Outra tempestade no Museu

 


Folhas e minas de grafite espalhadas pelo chão do Museu. O olhar curioso de quem vista o Museu Gulbenkian, desviando por momentos os olhos das obras expostas para observar aqueles artistas improváveis criando sobre o tabuado do chão. Assim vai decorrendo a visita desenhada “A Tempestade” dedicada ao público com doença mental. Desta vez tivemos a participação de “velhos amigos”, os utentes do Pisão (Alcabideche). Duas peças da coleção do fundador chamam a nossa atenção na galeria, onde pontuam retratos contemporâneos de Turner o autor eleito para esta oficina; Quillebeuf (Foz do Sena) e Naufrágio de um cargueiro. A primeira abordagem das obras parte da experiência pessoal dos visitantes; neste caso, a declaração de “alerta amarelo” pela meteorologia, serviu de mote para a aproximação à obra. Falámos de tempestades. Um senhor Cabo-verdiano, já de uma boa idade, recordou um grande dilúvio na sua ilha (Santiago) que arrastou tudo montanha abaixo, vacas incluídas. Eu confessei que gosto bastante de relâmpagos. Fui apelando à memória de cada um.

Fonte: Museu Gulbenkian

“E quando termina a tempestade o que aparece no céu?” Aqui surge o sol, por vezes um arco íris e assim começamos a falar da obra introdutória da oficina, Quillebeuf. “Costumamos dizer gaivotas em terra, temporal no mar, mas eu não vos sei dizer se esta pintura retrata o início ou o fim de uma tempestade.

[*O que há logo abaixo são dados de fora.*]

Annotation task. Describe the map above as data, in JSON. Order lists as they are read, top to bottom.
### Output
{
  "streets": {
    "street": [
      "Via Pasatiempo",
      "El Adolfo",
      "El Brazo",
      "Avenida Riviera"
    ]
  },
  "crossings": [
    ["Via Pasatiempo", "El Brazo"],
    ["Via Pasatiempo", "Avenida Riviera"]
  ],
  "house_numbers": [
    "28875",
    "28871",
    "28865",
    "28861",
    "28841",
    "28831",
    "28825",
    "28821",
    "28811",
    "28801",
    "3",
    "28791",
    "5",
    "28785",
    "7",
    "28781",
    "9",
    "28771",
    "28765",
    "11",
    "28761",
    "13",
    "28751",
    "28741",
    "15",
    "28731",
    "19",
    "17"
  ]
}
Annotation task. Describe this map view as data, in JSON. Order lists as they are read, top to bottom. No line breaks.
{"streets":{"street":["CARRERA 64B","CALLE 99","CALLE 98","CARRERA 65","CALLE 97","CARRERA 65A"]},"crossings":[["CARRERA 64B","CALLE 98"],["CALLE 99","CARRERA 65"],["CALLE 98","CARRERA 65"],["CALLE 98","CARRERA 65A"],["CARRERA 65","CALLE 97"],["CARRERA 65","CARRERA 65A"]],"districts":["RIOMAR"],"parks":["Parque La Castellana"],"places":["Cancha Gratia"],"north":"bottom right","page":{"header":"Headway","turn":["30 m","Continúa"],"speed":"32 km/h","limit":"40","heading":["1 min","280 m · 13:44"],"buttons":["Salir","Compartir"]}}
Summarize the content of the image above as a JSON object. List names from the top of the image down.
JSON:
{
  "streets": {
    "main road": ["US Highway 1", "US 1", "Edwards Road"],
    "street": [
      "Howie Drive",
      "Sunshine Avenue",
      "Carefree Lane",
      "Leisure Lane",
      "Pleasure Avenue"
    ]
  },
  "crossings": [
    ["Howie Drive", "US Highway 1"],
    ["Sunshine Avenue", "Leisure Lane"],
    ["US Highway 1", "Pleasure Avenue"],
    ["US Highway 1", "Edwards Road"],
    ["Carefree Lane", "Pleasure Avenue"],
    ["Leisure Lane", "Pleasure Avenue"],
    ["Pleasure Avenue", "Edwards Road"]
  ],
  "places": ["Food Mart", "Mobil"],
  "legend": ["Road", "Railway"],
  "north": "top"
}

Qual a vossa opinião? O temporal já foi?  Quem me consegue explicar o que estamos a ver? Surgem várias opiniões e vamos acordando a mente e os sentidos – por vezes este público aparece muito medicado e faz parte do nosso trabalho estimular o contacto com as peças da coleção. Falamos do remoinho de água luminosa que o vento ergue para o céu. “Ao longe vê-se um cais” - comenta um dos participantes - “talvez seja uma igreja...” Depois de ter conseguido um foco mais apurado, começo a falar da grande tela de William Turner, na parede oposta. Começámos a falar do quadro que “reporta” um naufrágio antes do aparecimento da fotografia; um tema muito escolhido pelos pintores da época. Neste ponto interrogo-me sempre sobre a possibilidade de aprofundar os conteúdos convocados pela peça. As características específicas do grupo que nos visita ditam sempre o grau de profundidade que utilizamos na abordagem da História de  Arte, em contexto de visita ou oficina em Museu. 

Fonte: Wikipédia
Depois,  mergulhámos na peça, primeiro num jogo de   adivinhas  visuais, para promoção da perceção: Quantos   mastros tinha o navio? Que tipo de navio seria. Neste   momento mostro uma imagem de um cargueiro Inglês da   época (também conhecidos como “navios de linha”); refiro   a  batalha de Trafalgar e o almirante Nelson. Em certos   grupos com estas características, surgem visitantes que se   interessam muito por História, o que permite fazer algumas   ligações interessantes – temos sempre que intuir no   momento até onde podemos ir... Depois continuo a   brincadeira. Quem consegue ver a única ave da pintura?   Quantos escaleres estão de volta do navio? “Ai querida! Lá   se vai o baú da nossa fortuna...” - Quem consegue ver a   arca? Seguem-se outras pequenas histórias que a pintura   possa conter - “Jonh, agarra-te a mim! Não te afogues!” .   Ainda outro tipo de desafios como: Conseguem entrever os   rochedos? Que hora do dia está representada na peça? De   que lado vem o vento? Quem já viu ondas bem grandes?   Neste ponto lanço outro desafio: vamos desenhar a tempestade; primeiro o vento, depois a ondulação e por fim, o vento. O chão do museu torna-se o nosso ateliê1. Aproveito para agradecer a colaboração ativa da Inês e da Lúcia, técnicas/animadoras do Centro Social do Pisão.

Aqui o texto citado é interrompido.